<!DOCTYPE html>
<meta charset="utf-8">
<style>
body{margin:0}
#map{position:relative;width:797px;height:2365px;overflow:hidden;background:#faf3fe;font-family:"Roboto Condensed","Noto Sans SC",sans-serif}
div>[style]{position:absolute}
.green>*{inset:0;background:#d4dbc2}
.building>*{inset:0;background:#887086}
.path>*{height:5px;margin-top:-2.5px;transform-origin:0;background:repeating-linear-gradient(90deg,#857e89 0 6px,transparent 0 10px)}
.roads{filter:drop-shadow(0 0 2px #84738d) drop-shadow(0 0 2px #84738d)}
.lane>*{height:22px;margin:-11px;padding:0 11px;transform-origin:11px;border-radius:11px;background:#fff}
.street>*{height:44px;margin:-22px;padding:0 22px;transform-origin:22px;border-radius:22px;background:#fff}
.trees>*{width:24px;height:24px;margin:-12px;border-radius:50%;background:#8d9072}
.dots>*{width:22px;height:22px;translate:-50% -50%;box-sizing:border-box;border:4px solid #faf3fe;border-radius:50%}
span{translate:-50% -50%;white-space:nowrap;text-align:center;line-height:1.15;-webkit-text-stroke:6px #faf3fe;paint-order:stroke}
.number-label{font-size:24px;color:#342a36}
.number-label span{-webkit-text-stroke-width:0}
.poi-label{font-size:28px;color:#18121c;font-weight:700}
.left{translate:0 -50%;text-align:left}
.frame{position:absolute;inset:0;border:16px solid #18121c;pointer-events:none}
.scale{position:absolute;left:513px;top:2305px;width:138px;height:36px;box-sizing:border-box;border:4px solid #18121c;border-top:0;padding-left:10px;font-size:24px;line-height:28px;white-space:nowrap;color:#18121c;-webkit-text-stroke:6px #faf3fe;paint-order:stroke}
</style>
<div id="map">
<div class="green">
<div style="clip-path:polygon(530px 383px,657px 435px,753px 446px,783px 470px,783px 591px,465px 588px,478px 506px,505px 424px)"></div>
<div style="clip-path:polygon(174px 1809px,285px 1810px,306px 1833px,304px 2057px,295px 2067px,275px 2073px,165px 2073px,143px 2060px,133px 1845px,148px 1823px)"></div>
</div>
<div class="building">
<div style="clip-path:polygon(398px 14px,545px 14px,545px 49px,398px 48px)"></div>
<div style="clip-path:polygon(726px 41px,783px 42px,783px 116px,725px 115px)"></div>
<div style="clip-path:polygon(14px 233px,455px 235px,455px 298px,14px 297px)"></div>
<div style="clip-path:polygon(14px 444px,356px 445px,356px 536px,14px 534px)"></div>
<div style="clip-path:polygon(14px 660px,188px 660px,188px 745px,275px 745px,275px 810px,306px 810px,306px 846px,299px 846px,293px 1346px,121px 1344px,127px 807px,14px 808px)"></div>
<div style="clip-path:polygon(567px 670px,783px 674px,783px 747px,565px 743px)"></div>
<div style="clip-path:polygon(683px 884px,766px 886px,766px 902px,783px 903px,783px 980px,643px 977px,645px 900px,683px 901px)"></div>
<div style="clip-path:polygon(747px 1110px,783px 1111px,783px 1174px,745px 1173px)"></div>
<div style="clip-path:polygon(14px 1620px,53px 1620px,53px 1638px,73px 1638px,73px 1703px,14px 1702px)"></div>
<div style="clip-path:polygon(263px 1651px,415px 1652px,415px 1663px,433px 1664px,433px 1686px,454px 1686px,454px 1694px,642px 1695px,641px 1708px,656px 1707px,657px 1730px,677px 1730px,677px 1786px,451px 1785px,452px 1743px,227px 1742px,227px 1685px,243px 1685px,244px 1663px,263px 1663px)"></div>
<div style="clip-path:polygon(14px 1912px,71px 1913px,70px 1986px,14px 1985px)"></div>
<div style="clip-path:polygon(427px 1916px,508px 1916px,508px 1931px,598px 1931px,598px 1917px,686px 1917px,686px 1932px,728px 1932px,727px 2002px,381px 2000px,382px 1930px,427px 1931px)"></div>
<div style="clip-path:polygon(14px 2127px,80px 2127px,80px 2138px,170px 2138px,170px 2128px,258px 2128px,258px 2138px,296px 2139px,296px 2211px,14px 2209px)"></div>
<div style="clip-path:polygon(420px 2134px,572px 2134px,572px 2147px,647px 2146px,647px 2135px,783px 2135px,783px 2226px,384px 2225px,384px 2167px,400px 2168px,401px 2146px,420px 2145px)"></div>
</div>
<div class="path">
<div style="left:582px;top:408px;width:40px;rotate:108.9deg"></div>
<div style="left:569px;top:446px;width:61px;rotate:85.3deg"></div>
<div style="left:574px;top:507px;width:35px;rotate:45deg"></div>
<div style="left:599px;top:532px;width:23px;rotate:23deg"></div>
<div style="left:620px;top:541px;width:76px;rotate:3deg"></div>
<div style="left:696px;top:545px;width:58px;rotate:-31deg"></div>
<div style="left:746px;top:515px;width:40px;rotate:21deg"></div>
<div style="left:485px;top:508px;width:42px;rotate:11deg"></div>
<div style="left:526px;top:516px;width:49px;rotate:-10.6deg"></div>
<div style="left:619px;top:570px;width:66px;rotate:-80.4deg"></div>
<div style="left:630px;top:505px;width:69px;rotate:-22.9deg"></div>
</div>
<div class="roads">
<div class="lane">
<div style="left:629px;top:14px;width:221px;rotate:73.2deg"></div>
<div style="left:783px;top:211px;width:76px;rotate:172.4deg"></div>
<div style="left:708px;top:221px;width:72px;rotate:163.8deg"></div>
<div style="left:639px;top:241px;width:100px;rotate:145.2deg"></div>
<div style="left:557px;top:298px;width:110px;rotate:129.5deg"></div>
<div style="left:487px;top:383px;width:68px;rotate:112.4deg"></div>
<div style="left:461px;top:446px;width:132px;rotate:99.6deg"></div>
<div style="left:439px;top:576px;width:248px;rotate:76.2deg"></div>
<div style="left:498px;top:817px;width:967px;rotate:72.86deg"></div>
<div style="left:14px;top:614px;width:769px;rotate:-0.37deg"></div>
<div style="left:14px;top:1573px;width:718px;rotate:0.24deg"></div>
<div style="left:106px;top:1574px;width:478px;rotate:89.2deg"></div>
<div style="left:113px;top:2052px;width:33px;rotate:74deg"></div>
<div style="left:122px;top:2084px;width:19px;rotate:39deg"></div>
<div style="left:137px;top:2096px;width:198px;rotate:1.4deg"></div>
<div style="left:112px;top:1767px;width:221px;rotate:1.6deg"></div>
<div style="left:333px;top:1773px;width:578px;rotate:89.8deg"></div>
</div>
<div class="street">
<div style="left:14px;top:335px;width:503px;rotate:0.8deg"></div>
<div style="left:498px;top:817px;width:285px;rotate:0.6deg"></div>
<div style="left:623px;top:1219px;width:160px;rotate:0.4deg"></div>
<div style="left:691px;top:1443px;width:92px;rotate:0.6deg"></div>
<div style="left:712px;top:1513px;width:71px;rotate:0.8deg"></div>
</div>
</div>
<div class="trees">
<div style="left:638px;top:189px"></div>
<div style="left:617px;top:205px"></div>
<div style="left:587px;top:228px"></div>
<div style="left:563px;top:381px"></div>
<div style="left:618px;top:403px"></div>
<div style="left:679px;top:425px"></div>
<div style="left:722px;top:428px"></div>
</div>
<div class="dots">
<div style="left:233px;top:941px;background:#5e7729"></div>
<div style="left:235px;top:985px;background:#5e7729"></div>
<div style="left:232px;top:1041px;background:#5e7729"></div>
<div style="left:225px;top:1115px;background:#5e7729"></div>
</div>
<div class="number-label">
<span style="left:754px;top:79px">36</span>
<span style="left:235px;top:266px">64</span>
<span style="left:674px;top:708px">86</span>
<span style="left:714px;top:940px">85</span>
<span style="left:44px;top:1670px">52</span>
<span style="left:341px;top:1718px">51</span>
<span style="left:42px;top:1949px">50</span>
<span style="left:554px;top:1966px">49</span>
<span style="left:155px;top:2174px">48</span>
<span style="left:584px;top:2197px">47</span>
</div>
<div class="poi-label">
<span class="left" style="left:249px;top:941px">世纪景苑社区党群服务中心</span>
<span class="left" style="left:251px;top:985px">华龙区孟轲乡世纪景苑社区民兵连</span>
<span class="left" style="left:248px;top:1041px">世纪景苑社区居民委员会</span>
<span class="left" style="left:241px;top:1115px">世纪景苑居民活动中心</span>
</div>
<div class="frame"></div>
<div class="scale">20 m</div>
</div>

##############################

Task objective =>
Lines with the word "webkit": copy each one from the data above.

Reply to the task =>
span{translate:-50% -50%;white-space:nowrap;text-align:center;line-height:1.15;-webkit-text-stroke:6px #faf3fe;paint-order:stroke}
.number-label span{-webkit-text-stroke-width:0}
.scale{position:absolute;left:513px;top:2305px;width:138px;height:36px;box-sizing:border-box;border:4px solid #18121c;border-top:0;padding-left:10px;font-size:24px;line-height:28px;white-space:nowrap;color:#18121c;-webkit-text-stroke:6px #faf3fe;paint-order:stroke}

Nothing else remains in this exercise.